# TASK STATEMENT
Look at each line of the listing. Copy those that hold the string "limit".

▬▬▬▬▬▬▬▬▬▬

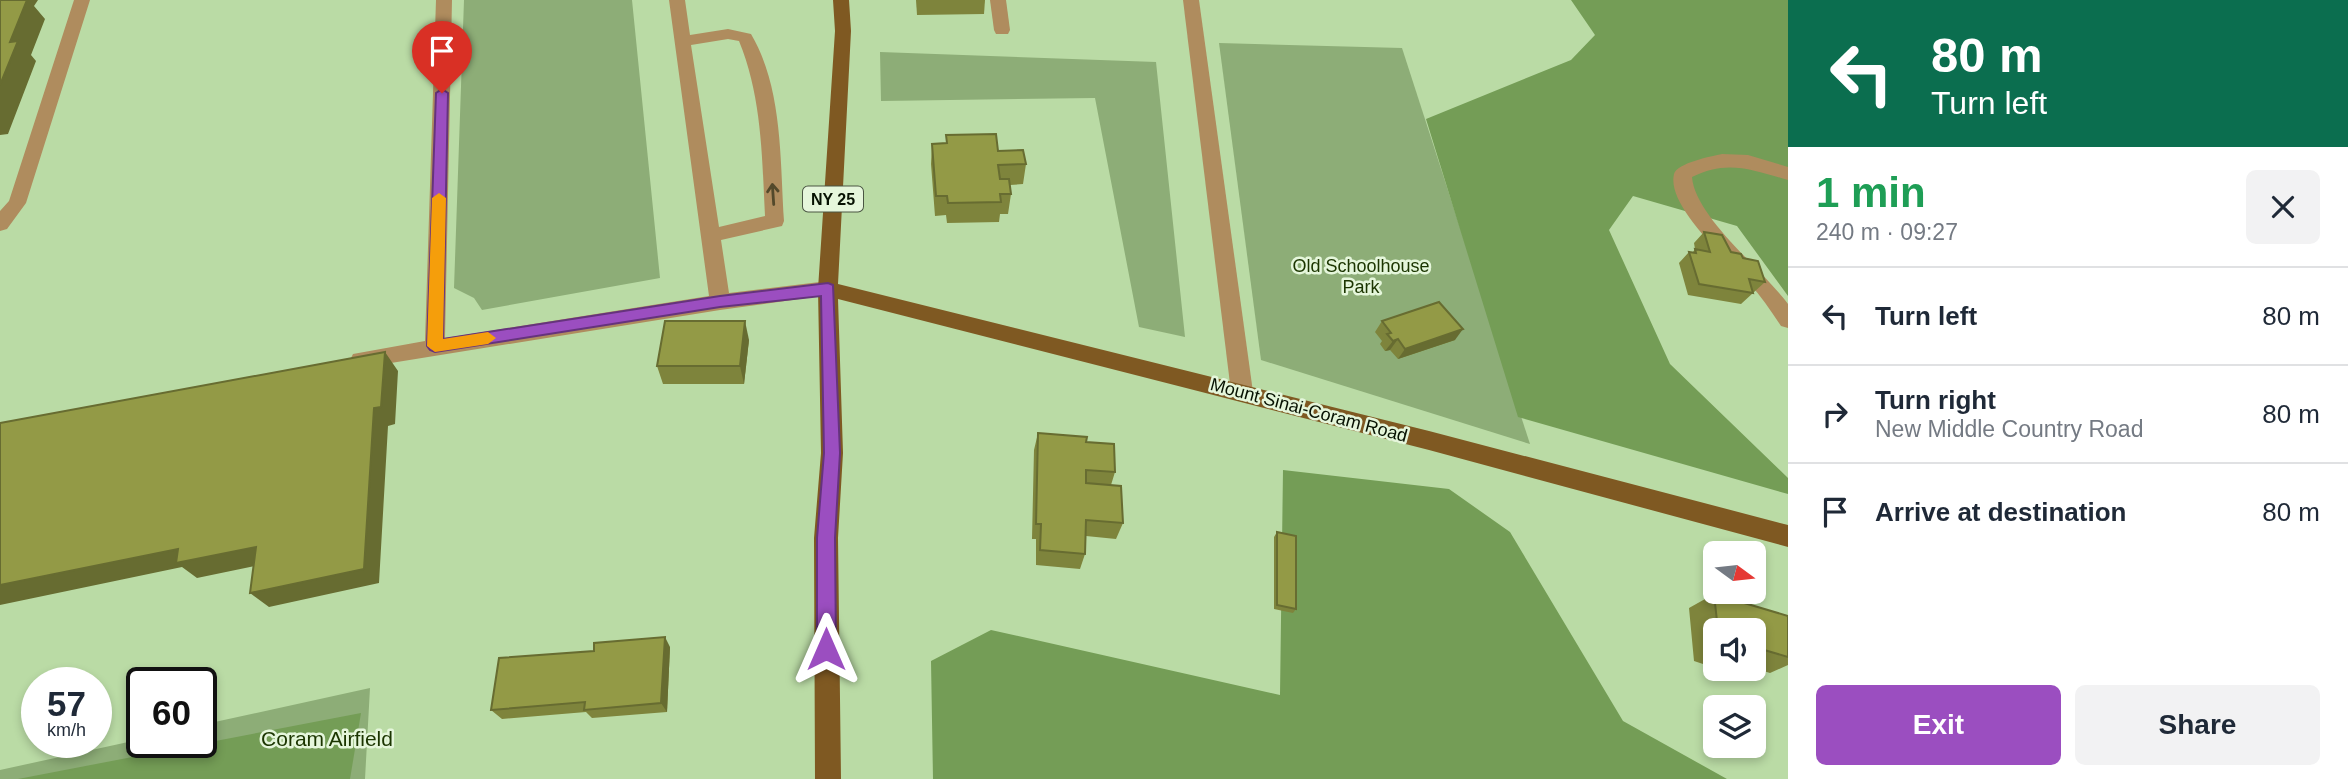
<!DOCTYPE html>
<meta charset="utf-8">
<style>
body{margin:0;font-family:Helvetica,sans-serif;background:#f2f2f3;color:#1f2937;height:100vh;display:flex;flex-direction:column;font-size:26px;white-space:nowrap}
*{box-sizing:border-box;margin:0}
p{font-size:23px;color:#747a83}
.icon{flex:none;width:38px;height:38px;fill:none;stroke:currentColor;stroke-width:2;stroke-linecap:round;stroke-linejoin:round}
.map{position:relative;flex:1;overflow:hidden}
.drawer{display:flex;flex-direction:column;background:#fff;width:560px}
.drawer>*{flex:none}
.guide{background:#0b6e4f;color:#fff;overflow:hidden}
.needle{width:46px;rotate:105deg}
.controls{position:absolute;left:1703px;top:541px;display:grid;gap:14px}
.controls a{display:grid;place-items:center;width:63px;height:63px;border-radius:10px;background:#fff;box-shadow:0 4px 10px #0003;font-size:35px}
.speed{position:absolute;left:21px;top:667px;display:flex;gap:14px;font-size:35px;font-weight:700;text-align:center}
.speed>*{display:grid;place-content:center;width:91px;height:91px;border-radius:50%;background:#fff;box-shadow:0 4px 10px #0003;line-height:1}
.speed small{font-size:18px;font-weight:400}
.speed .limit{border:4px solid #111;border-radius:10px;background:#fff;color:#111}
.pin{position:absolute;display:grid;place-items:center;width:60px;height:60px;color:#fff;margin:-72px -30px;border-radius:50% 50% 50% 0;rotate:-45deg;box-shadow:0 0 7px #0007}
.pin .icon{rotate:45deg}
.me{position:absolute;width:77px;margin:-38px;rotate:0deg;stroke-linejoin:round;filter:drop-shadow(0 0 5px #0008)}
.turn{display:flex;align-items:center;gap:24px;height:147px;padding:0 28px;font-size:32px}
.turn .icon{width:91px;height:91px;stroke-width:2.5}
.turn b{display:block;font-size:49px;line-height:60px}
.round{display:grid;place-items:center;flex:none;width:74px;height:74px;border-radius:10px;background:#f2f2f3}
.headline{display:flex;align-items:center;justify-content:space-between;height:119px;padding:0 28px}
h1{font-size:42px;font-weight:600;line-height:52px;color:#1e9e55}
.action{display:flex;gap:14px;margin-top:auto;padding:14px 28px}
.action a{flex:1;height:80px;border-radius:10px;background:#9b4ec0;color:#fff;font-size:28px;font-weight:600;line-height:80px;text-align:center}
.action a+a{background:#f2f2f3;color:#1f2937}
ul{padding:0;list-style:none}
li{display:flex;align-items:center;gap:21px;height:98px;padding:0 28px;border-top:2px solid #e0e1e3}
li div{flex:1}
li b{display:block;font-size:26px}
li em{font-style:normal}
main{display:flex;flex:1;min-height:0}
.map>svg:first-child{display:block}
</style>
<main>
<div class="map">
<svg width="1788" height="779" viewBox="0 0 1788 779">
<rect width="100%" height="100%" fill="#badba5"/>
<g fill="#8dad77">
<path d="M464,0H632L660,278L482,310L474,298L454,288Z"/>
<path d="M1219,43L1402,48L1530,444L1261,360Z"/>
<path d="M880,52L1156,62L1185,337L1139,327L1095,98L881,101Z"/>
<path d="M370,688L365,779H0V770L142,739V742H201V725Z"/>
</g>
<g fill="#749d56">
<path d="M1571,0H1788V296L1737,226L1633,196L1609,230L1670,364L1788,478V494L1518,417L1426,119L1571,60L1595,35Z"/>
<path d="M1283,470L1449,489L1510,532L1623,721L1727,779H933L931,661L991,630L1280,695Z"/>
<path d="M361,713L350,779H18Z"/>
</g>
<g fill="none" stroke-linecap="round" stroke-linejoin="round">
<g fill="#af8c5e" fill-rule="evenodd">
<path d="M74,0H90L26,203L7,229L0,231V211L9,201Z"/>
<path d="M436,0H452L445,338L709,296L669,0H685L690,35L728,29L751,34C783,88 780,161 784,221L782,226L721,240L729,293L828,281L835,284L838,289L835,294L720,310L360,368L353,366L350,360L353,354L425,341ZM728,39L739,41C762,97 762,157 765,216L719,227L691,45Z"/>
<path d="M990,0H1006L1010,30L1008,34H996L994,30Z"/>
<path d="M1183,0H1199L1253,392L1249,398L1242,401L1235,398L1231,392Z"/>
<path d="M1722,154L1748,155L1788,167V180C1753,170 1727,159 1692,177C1695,217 1763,270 1788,304V328L1781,326C1771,311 1761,296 1749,283C1729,261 1666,206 1674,174C1677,163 1712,156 1722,154Z"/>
</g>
<path fill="#7f5922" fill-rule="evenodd" d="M833,0H849L851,31L838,284L1429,431L1788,525V547L1429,450L838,299L843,453L838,538L841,779H815L814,538L821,453L818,289L835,31Z"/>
</g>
<g fill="#7e843c">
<path d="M916,0H985L984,14L917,15Z"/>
<path d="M946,135L998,151L1026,164L1023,184L1010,185L1011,194L1008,214H1000L999,222L947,223L946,215L935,216L931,164L932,144L946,143Z"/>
<path d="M1704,232L1731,252L1743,258L1765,282L1741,304L1688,295L1679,263L1689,252H1693L1695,249L1694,243Z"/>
<path d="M1382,321L1455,340L1398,359L1390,350L1385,351L1380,344L1382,341L1375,332Z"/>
<path d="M749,340L744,384H663L657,366Z"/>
<path d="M1038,433L1086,442L1115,472L1111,485L1123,523L1116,539L1086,536L1085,554L1080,569L1036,565V539H1032L1034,450Z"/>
<path d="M1277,532L1296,609L1293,613L1274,609V537Z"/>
<path d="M1714,594L1788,616V665L1770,673L1754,668V630H1715V668L1694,661L1689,608Z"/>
<path d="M670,647L667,712L592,718L586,712L502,719L491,710Z"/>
</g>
<g fill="#676c31">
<path d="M9,0H38L34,6L45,19L31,55L36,61L8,134L0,135V85L10,42Z"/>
<path d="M745,321L749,340L744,384L740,366Z"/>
<path d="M1463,329L1455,340L1398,359L1405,349Z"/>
<path d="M1398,339L1390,350L1385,351L1393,341Z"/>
<path d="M385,352L398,371L395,424L388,426L379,583L269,607L250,593L374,408Z"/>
<path d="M256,547L274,562L197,578L182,567L0,605V585L178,549Z"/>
<path d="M665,637L670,647L667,712L661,703Z"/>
</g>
<g fill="#939a46" stroke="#676c31" stroke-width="2">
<path d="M0,0H27L10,42L18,41L0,85Z"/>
<path d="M996,134L998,151L1023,150L1026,164L998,165L1000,179H1009L1011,194H1000L1001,202L948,203L947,196H936L932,144L947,143L946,135Z"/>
<path d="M1704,232L1722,235L1731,252L1741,254L1743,258L1758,261L1765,282L1749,279L1753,293L1699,284L1689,252L1696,253L1695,249L1710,252Z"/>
<path d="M1439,302L1463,329L1405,349L1398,339L1393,341L1387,334L1391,333L1382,321Z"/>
<path d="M665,321H745L740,366H657Z"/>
<path d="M385,352L381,407L374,408L364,569L250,593L256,547L176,563L178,549L0,585V423Z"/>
<path d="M1038,433L1087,437L1086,442L1114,444L1115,472L1086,470V483L1121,486L1123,523L1086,520L1085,554L1040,550L1041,524H1036Z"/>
<path d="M1277,532L1296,536V609L1277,605Z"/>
<path d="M1714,594L1788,616V657L1754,647V630H1718Z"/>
<path d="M665,637L661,703L584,710L585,702L491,710L499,658L594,651V643Z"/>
</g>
<defs><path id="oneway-shaft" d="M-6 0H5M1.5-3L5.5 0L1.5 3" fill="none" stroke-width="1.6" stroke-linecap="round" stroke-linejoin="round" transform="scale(1.75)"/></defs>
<use stroke="#53492b" href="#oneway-shaft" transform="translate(773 194) rotate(-94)"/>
<path fill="#9b4ec0" stroke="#65337d" stroke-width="2" d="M442,89L448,93L443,339L720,296L828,283L833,285L840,453L835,538L836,649L833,656L826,658L820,656L817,649V538L824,453L821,296L720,307L435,352L430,350L427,346L436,93Z"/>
<path fill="#f59e0b" d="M439,193L446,198L443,339L488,332L496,338L488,344L435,352L427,346L432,198Z"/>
<g text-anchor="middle" stroke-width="5" stroke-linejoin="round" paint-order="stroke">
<rect fill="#e5f6db" stroke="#4a5643" stroke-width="2" x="803" y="186.5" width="60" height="25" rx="5"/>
<g font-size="16" font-weight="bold" fill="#071202">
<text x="833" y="205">NY 25</text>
</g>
<g font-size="18" fill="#1b3500" stroke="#e5f6db">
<text x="1361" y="272">Old Schoolhouse<tspan x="1361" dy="21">Park</tspan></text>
</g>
<g font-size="18" fill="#071202" stroke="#e5f6db">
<text transform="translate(1309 410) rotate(15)" y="6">Mount Sinai-Coram Road</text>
</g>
<g font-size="21" fill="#1b3500" stroke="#e5f6db">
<text x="327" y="746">Coram Airfield</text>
</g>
</g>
</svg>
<div class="controls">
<a><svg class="needle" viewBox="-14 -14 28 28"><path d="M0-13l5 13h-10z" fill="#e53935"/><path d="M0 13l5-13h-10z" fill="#747a83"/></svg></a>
<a><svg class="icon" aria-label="sound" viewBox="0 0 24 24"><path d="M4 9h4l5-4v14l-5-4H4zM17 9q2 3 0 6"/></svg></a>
<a><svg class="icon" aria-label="layers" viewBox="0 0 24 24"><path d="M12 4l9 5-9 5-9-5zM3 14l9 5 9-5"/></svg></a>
</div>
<div class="speed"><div>57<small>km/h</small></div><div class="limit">60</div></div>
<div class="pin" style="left:442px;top:93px;background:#d93025"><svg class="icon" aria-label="arrive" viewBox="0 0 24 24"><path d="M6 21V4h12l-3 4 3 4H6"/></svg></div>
<svg class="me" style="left:826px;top:649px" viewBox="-20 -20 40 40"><path d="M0-17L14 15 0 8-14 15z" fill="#9b4ec0" stroke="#fff" stroke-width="4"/></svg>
</div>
<section class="drawer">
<div class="guide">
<div class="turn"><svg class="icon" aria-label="left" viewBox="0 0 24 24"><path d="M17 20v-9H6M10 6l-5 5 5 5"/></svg><div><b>80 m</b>Turn left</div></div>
</div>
<div class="headline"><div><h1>1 min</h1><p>240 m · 09:27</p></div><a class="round"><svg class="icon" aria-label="close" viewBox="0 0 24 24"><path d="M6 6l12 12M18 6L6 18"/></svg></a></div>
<ul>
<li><svg class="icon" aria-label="left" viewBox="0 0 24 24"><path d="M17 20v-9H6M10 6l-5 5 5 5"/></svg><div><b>Turn left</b></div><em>80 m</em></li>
<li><svg class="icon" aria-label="right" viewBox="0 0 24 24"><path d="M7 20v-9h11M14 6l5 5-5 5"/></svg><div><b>Turn right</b><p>New Middle Country Road</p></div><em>80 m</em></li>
<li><svg class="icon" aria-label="arrive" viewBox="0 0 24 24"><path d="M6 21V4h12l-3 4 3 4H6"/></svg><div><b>Arrive at destination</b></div><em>80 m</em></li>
</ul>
<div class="action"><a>Exit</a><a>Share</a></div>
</section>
</main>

▬▬▬▬▬▬▬▬▬▬

# ANSWER FOR THE TASK
.speed .limit{border:4px solid #111;border-radius:10px;background:#fff;color:#111}
<div class="speed"><div>57<small>km/h</small></div><div class="limit">60</div></div>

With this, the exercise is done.